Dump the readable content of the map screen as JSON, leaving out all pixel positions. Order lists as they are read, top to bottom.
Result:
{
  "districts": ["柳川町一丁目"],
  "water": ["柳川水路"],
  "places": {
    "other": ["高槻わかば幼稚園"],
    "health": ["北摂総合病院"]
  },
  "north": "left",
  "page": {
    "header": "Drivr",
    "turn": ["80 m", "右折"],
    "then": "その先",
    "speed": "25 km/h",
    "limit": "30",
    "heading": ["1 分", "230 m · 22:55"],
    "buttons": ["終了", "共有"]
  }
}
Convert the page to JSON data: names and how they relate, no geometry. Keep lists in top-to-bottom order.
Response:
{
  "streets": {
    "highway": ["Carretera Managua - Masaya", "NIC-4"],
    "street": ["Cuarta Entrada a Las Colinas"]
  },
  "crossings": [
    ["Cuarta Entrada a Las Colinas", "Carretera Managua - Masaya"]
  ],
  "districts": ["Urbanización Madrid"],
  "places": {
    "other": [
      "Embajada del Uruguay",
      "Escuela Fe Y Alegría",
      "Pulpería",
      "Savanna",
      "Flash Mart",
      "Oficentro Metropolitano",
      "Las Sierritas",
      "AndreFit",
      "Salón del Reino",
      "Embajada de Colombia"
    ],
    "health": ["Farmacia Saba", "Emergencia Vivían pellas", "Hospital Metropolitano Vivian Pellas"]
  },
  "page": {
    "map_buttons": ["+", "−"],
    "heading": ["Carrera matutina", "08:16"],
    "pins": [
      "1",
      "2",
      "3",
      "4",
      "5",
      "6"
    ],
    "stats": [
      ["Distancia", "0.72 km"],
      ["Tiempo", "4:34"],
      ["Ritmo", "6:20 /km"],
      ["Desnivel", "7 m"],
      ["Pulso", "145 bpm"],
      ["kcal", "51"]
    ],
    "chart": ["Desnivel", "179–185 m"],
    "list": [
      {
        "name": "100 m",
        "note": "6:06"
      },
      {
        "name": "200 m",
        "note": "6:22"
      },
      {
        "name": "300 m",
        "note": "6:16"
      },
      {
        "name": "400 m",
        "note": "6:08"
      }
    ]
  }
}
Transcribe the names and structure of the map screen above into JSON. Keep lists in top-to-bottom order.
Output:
##############################
WHAT IS BEING ASKED:
Copy out only the lines running from the beginning of the data to the line with "Convert the page", both ends included.

WRITTEN REPLY:
Dump the readable content of the map screen as JSON, leaving out all pixel positions. Order lists as they are read, top to bottom.
Result:
{
  "districts": ["柳川町一丁目"],
  "water": ["柳川水路"],
  "places": {
    "other": ["高槻わかば幼稚園"],
    "health": ["北摂総合病院"]
  },
  "north": "left",
  "page": {
    "header": "Drivr",
    "turn": ["80 m", "右折"],
    "then": "その先",
    "speed": "25 km/h",
    "limit": "30",
    "heading": ["1 分", "230 m · 22:55"],
    "buttons": ["終了", "共有"]
  }
}
Convert the page to JSON data: names and how they relate, no geometry. Keep lists in top-to-bottom order.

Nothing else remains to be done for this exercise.